It’s the quote heard around Ames, Iowa on Saturday following Iowa State’s comeback win over Texas to essentially clinch a berth in the Big 12 title game. “It’s a five-star culture vs. five-star players.”
Breece Hall gave this quote to Travis Hines of the Des Moines Register.
That quote couldn’t be more true and it’s a helluva line. Iowa State doesn’t recruit anywhere close to the Texas Longhorns, yet here there are, beating Texas in Austin for a chance at their first conference championship in 108 years.
But here’s the problem for Texas: that quote could have been used by many of their opponents over the past decade, and there’s no end in sight.
In the Class of 2020, Texas has the No. 1 class in the Big 12 and No. 8 class in the nation. In 2019, the number was even better: No. 1 in the Big 12 and No. 3 in the country. 2018: No. 1 in the Big 12, No. 3 in the country. That was an improvement on the prior four years, but even from 2014-2017, the average Texas class ranked in the Top 15 in the nation, according to 247Sports.
But here we are going on 11 years since Texas will have won a conference title. Last time Texas went this long without a conference championship FDR was in office. The gap spanned 1930 to 1942 that Texas went without a conference title.
So what now? There’s certainly plenty of concern as to whether or not Tom Herman is the man to lead the Longhorns going forward.
But one of the things Herman convinced boosters, alumni, fans and the media was early in his tenure was that he would not let the five-star player be entitled. He would work them hard and make them earn everything they get.
Maybe Herman has done that privately and in practice, but the reality is that it has not transferred to wins. Or at least it hasn’t transferred to enough of them. And when you’re the head coach of the richest program in the sport recruiting Top 5 classes every year, it’s the “enough of them” part that you’re judged by. As you should be.
It’s a mystery as to why Texas can’t get the “five-star culture” with the “five-star player”. Alabama does it. Clemson as well. So does Georgia, Oklahoma and Ohio State.
But for Texas, they aren’t keeping up with those teams. Heck, they aren’t even catching up with the teams without the five-star players, but with the five-star cultures, in the Big 12. Iowa State has won the last two meetings. Oklahoma State has won four of the last six (although UT won the last two). TCU has won six of seven against the Longhorns.
These are teams who don’t generally come to within the ballpark of recruiting as well as Texas. But they’ve been having success against them for years now.
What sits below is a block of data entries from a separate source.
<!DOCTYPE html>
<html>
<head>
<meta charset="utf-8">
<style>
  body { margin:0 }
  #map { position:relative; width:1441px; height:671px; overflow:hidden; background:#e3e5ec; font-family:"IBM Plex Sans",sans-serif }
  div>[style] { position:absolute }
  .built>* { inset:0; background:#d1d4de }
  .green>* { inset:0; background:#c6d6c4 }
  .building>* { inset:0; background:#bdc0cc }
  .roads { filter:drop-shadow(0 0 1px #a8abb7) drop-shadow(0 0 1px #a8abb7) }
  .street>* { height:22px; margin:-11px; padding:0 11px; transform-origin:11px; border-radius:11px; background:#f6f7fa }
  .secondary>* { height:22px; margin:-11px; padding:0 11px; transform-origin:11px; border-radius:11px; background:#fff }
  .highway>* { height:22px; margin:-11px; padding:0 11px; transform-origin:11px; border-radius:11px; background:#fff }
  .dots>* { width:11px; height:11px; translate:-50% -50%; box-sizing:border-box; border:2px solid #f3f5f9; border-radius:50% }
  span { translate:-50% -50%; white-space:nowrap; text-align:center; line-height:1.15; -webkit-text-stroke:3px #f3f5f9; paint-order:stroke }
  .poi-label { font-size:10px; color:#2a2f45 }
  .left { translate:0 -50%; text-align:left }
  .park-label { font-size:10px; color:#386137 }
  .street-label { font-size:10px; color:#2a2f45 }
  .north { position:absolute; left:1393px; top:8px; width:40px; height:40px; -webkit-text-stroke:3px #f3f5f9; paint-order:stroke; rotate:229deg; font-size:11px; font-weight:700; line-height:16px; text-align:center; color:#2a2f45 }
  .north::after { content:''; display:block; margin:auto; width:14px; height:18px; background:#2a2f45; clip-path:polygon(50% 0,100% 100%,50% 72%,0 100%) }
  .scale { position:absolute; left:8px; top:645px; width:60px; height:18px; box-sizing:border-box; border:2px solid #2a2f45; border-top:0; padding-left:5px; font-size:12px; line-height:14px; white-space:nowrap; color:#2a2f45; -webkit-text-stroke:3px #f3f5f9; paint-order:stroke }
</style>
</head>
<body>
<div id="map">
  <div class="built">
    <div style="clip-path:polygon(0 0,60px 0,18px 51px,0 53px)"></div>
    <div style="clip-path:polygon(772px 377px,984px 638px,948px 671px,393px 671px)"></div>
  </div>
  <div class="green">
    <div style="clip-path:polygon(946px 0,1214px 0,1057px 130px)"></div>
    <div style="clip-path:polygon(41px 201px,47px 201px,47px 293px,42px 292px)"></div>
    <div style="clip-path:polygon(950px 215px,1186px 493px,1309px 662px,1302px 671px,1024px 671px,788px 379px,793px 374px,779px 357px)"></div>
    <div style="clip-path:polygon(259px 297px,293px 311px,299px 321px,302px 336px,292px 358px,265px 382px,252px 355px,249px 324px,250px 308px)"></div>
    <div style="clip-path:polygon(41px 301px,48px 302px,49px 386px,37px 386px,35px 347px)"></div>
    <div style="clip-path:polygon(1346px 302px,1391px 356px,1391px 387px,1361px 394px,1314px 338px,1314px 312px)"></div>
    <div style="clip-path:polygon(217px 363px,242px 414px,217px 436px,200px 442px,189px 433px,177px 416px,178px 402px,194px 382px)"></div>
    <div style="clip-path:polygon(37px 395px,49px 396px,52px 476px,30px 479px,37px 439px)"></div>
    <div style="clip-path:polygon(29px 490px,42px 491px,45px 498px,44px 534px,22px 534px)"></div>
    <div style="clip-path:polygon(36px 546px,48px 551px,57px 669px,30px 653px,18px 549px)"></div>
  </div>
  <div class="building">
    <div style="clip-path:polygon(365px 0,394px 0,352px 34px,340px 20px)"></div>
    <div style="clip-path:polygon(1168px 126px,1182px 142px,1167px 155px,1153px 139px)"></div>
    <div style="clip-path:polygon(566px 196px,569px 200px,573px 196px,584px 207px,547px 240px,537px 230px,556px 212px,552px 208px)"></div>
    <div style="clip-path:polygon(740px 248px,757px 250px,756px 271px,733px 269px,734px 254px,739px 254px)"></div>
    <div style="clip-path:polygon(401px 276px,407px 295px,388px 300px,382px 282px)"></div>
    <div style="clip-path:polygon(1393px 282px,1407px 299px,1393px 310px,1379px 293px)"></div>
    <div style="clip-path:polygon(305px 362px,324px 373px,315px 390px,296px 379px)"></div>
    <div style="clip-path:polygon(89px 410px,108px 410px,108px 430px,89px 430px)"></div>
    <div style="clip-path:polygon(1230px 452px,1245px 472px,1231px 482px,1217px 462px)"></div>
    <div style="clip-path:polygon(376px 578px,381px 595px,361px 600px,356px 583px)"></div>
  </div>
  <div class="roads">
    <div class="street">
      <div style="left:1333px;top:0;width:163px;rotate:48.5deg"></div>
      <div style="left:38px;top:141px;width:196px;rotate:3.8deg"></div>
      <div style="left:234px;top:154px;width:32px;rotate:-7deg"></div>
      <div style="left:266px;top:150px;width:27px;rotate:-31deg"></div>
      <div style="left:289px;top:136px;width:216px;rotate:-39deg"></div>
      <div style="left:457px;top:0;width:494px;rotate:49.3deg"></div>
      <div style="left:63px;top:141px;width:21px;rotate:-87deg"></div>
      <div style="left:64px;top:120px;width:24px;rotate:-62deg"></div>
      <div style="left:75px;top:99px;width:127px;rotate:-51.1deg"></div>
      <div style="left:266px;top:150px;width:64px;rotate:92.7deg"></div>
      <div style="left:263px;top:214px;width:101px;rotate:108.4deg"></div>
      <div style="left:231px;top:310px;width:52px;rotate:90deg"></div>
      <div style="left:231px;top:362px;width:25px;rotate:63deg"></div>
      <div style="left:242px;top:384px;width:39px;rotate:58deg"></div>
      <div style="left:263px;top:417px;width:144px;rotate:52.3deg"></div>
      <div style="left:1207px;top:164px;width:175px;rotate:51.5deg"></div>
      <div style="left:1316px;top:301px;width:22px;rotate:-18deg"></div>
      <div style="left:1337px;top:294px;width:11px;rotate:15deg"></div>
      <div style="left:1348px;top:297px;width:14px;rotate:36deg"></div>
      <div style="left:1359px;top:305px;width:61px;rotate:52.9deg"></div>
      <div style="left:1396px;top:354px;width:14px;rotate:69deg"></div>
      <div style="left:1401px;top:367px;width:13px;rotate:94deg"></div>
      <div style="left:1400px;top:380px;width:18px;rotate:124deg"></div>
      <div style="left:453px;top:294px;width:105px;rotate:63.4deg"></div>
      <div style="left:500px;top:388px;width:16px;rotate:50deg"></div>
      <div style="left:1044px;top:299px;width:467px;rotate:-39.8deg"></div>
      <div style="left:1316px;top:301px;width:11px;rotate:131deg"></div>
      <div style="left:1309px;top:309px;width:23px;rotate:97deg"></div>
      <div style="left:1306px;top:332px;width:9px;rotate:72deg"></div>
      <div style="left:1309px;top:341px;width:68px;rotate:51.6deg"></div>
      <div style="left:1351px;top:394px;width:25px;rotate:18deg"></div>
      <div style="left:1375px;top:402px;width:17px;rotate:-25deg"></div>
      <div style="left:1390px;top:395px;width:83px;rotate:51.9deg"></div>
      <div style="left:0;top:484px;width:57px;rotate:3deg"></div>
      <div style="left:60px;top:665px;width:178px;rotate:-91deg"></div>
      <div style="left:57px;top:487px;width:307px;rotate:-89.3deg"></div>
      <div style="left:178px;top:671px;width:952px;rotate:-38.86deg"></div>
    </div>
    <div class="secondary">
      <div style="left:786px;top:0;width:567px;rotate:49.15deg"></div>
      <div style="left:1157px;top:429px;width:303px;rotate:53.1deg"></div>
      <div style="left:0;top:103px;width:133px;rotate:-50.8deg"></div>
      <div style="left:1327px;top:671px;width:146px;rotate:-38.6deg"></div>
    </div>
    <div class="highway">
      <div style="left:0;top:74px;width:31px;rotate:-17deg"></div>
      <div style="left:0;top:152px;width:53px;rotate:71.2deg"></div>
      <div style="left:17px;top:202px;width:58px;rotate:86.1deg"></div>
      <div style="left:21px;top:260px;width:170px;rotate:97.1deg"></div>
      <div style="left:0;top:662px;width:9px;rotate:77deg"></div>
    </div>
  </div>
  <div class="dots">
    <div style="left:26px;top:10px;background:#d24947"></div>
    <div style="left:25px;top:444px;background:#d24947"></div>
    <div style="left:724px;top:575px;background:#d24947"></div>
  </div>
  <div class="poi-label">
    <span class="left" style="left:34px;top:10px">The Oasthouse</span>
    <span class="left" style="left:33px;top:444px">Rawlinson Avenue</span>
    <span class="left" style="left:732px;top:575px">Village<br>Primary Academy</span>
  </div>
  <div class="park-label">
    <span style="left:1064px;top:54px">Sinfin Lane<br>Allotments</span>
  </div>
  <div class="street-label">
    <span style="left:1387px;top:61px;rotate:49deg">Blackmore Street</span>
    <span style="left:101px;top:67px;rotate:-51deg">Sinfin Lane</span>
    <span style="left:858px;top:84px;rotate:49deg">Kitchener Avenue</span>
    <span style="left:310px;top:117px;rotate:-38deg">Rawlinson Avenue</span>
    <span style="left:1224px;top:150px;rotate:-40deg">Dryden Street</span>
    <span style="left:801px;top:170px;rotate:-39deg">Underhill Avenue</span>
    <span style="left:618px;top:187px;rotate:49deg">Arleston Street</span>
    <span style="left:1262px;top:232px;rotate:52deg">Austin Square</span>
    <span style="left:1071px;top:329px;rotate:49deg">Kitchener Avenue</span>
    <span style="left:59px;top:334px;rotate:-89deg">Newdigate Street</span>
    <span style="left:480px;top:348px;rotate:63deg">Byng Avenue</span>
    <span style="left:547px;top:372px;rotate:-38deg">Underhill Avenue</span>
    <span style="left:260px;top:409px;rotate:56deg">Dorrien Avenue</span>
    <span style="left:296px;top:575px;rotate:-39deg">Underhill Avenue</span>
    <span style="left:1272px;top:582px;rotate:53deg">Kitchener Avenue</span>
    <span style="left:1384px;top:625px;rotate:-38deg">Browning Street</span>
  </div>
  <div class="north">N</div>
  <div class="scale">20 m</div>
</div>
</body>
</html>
I don’t know how it changes and I don’t know who will change it. But I do know this: getting top talent to Texas is the easy part. Frankly, it always has been. It’s the highest revenue-generating program in the sport, with the richest boosters, in the most fertile and passionate high school football territory in the country. Kids grow up dreaming of wearing Burnt Orange. Heck, current QB Sam Ehlinger was once one of those kids.
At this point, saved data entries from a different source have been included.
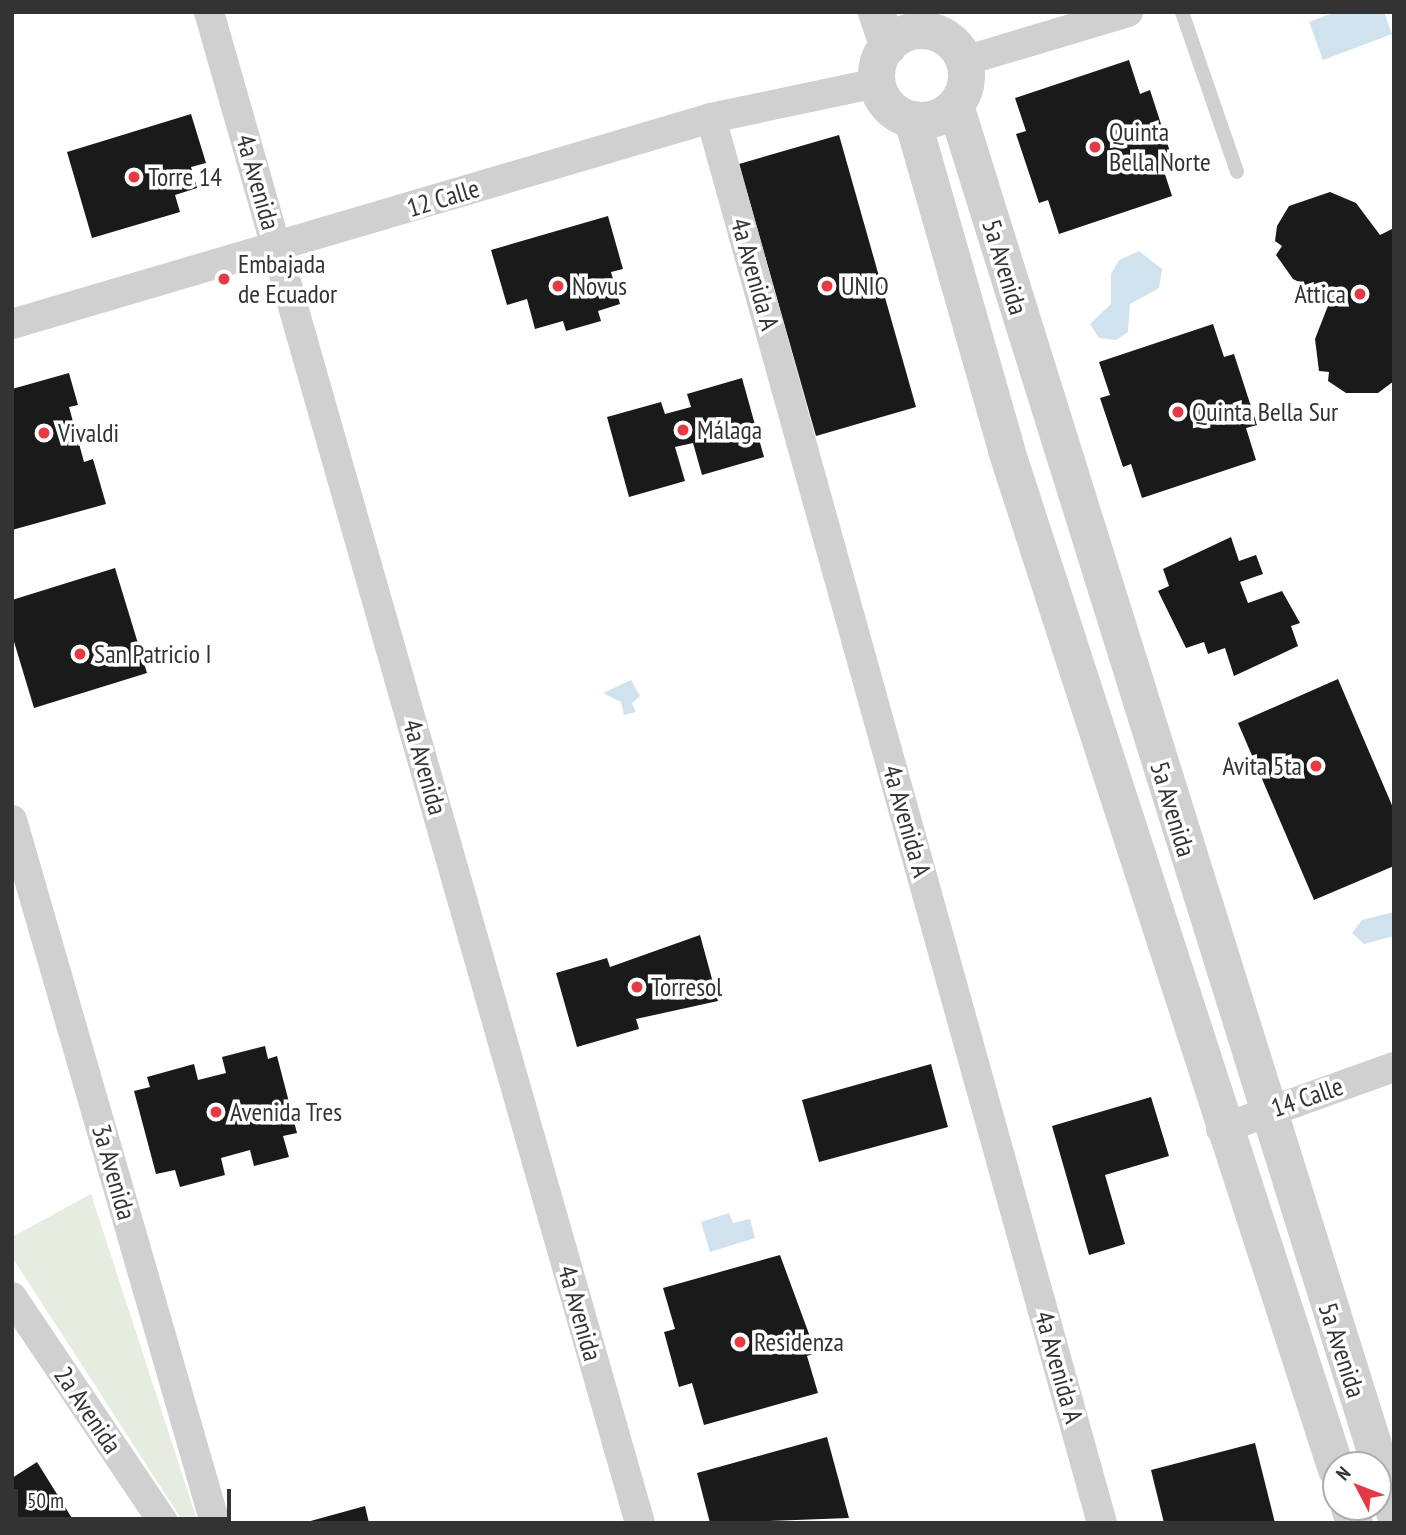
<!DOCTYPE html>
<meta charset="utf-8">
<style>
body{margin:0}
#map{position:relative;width:1406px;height:1535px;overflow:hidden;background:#fff;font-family:"PT Sans Narrow",sans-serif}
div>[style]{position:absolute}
.green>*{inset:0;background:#e6ecdf}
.water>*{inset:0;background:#cfe2ee}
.building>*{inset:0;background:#1a1a1a}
.service>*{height:14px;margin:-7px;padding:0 7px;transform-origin:7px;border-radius:7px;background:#d0d0d0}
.minor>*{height:30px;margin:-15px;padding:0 15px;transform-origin:15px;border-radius:15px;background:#d0d0d0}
.tertiary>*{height:37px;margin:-18.5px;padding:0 18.5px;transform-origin:18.5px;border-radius:18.5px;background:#d0d0d0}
.tertiary>.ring{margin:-18.5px;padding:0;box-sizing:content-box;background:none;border:37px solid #d0d0d0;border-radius:50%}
.dots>*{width:19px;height:19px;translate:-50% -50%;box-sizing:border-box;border:4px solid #fff;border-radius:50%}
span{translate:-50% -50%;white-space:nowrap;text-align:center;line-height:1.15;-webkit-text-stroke:7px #fff;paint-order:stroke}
.poi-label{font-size:26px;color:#333}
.left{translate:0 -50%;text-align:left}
.right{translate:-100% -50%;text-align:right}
.street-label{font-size:26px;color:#333}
.frame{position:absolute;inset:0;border:14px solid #333;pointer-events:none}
.north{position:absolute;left:1322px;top:1451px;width:70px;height:70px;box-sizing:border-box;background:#fff;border:2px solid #adadad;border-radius:50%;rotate:312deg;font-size:19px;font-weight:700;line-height:28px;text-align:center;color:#333}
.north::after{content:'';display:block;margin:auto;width:24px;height:32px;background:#e63946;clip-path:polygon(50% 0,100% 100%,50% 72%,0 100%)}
.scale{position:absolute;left:14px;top:1489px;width:217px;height:32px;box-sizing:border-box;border:4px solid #333;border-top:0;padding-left:9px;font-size:21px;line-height:24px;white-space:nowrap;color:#333;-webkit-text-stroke:5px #fff;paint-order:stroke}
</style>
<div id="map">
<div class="green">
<i style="clip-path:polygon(91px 1194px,198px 1523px,184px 1523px,12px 1257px,12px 1237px)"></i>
</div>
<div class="water">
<i style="clip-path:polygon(1336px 12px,1384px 12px,1392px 34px,1323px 60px,1309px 22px)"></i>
<i style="clip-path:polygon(1139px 251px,1162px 269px,1159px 288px,1130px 304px,1128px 332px,1116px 340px,1099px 338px,1090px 324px,1111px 304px,1111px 274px,1119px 260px)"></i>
<i style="clip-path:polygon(631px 680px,640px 696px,632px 703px,636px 712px,624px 715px,621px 702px,603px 693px)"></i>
<i style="clip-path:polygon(1394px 912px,1394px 936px,1364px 944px,1352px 933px,1362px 920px)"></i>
<i style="clip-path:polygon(729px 1213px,733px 1223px,750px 1219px,755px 1238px,710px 1252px,701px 1222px)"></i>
</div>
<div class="building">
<i style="clip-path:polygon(1129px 60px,1140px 94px,1150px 90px,1173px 161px,1162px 165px,1172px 196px,1059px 234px,1048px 200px,1039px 203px,1016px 134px,1026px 131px,1015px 98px)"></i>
<i style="clip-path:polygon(191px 114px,206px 163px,191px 167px,197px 188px,175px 195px,180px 212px,92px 238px,67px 152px)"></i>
<i style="clip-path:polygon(839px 135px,916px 407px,816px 436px,739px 164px)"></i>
<i style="clip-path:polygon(1330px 192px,1356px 203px,1380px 235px,1394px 228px,1394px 381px,1378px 393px,1346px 393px,1328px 381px,1329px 372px,1319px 371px,1315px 339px,1331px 298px,1293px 279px,1276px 255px,1282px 246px,1275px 241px,1277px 226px,1289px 206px)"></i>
<i style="clip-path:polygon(608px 216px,623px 269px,611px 272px,620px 304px,598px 311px,601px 321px,566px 331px,563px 321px,535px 329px,527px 299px,507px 305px,491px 250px)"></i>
<i style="clip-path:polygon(1213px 324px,1224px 357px,1234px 354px,1257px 425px,1246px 428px,1256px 460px,1142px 498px,1131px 464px,1123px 467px,1100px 398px,1110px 395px,1099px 362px)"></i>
<i style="clip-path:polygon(69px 373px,78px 405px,69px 407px,84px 462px,93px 459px,106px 504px,12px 530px,12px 389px)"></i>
<i style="clip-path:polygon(742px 378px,764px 457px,702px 475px,693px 443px,675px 447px,685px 481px,629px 497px,607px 417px,661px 402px,665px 414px,691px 407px,687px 394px)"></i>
<i style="clip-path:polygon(1231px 537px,1239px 561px,1256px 555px,1263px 574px,1240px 582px,1248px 603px,1282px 591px,1300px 623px,1291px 626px,1298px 646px,1234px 676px,1225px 648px,1208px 654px,1204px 642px,1186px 648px,1158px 591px,1169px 586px,1163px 569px)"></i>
<i style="clip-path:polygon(115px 568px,147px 673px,34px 708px,12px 635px,12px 600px)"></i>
<i style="clip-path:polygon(1338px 679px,1394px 810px,1394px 866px,1314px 900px,1238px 723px)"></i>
<i style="clip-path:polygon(700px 935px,718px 1001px,636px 1019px,639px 1029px,577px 1047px,556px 973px,607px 958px,610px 967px)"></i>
<i style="clip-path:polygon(265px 1046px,268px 1059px,277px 1056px,297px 1133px,283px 1136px,289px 1157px,254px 1166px,250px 1150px,221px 1158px,225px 1175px,180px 1187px,175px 1170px,156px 1174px,134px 1091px,150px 1087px,147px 1077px,194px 1064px,198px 1080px,226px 1073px,222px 1057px)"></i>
<i style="clip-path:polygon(931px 1064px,948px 1127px,819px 1162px,802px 1100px)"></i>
<i style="clip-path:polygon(1151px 1097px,1169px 1156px,1105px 1175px,1125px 1244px,1089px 1255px,1052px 1126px)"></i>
<i style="clip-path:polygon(780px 1255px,816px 1353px,807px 1356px,818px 1393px,704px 1425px,692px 1383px,679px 1387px,664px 1332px,675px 1329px,663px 1288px)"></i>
<i style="clip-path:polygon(827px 1437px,849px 1518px,710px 1523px,697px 1473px)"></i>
<i style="clip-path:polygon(1255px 1443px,1275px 1523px,1164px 1523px,1151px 1470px)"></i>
<i style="clip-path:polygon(37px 1462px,75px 1523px,12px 1523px,12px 1478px)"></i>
<i style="clip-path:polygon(365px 1506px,369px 1523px,307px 1523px,307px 1522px)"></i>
</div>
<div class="service">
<i style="left:1182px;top:12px;width:169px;rotate:71deg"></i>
</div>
<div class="minor">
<i style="left:209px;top:12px;width:1571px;rotate:74.08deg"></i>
<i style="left:964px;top:61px;width:171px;rotate:-16.6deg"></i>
<i style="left:711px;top:118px;width:1458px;rotate:74.45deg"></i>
<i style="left:12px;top:324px;width:729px;rotate:-16.42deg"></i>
<i style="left:711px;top:118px;width:170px;rotate:-11.9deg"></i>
<i style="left:12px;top:820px;width:732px;rotate:73.89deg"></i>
<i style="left:1221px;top:1129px;width:184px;rotate:-19.7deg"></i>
<i style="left:12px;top:1297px;width:272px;rotate:56.1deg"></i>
</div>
<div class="tertiary">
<i style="left:876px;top:12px;width:36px;rotate:71deg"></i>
<i class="ring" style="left:876px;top:30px;width:53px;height:53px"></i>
<i style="left:955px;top:105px;width:1474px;rotate:72.67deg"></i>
<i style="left:912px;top:119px;width:344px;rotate:74.1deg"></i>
<i style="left:1006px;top:450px;width:1071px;rotate:72.06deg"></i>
<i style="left:1349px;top:1507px;width:17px;rotate:73deg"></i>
</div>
<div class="dots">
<i style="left:1095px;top:147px;background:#e63946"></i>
<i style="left:134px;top:177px;background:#e63946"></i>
<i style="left:224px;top:279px;background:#e63946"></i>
<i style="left:558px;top:286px;background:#e63946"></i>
<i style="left:827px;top:286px;background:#e63946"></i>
<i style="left:1360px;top:294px;background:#e63946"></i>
<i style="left:1178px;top:412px;background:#e63946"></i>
<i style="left:683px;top:430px;background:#e63946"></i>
<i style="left:44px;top:433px;background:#e63946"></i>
<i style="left:80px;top:654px;background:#e63946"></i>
<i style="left:1316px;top:766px;background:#e63946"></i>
<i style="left:637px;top:987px;background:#e63946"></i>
<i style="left:216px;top:1112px;background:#e63946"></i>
<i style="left:740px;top:1342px;background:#e63946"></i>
</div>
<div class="poi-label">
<span class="left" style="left:1109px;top:147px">Quinta<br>Bella Norte</span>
<span class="left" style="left:148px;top:177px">Torre 14</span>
<span class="left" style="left:238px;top:279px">Embajada<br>de Ecuador</span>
<span class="left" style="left:572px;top:286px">Novus</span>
<span class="left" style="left:841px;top:286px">UNIO</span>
<span class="right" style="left:1346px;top:294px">Attica</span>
<span class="left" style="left:1192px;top:412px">Quinta Bella Sur</span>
<span class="left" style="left:697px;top:430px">Málaga</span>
<span class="left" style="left:58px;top:433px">Vivaldi</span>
<span class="left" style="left:94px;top:654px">San Patricio I</span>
<span class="right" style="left:1302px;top:766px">Avita 5ta</span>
<span class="left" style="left:651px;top:987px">Torresol</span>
<span class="left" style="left:230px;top:1112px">Avenida Tres</span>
<span class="left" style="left:754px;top:1342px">Residenza</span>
</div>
<div class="street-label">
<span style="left:258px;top:182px;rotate:74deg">4a Avenida</span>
<span style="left:443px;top:198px;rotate:-17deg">12 Calle</span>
<span style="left:1005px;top:267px;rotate:73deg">5a Avenida</span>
<span style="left:755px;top:274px;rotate:74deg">4a Avenida A</span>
<span style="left:425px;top:767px;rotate:74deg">4a Avenida</span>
<span style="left:1173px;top:809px;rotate:73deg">5a Avenida</span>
<span style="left:907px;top:821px;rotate:74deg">4a Avenida A</span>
<span style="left:1307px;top:1097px;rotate:-19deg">14 Calle</span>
<span style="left:114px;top:1172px;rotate:74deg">3a Avenida</span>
<span style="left:580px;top:1313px;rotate:74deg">4a Avenida</span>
<span style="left:1342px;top:1350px;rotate:72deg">5a Avenida</span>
<span style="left:1059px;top:1367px;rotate:74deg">4a Avenida A</span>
<span style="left:88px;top:1410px;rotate:56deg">2a Avenida</span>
</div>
<div class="frame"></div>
<div class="north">N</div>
<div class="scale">50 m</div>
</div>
But no matter who the head coach or coordinators or position coaches have been the last decade, it hasn’t mattered.
I don’t know what Tom Herman’s future will be in Austin. But I do know this: if Texas thinks it can do better, that’s fine. But the issue with culture, player development and simple motivation has to be the top criteria that is discussed.
Because the five-star culture has been beating the five-star players for too long in Austin.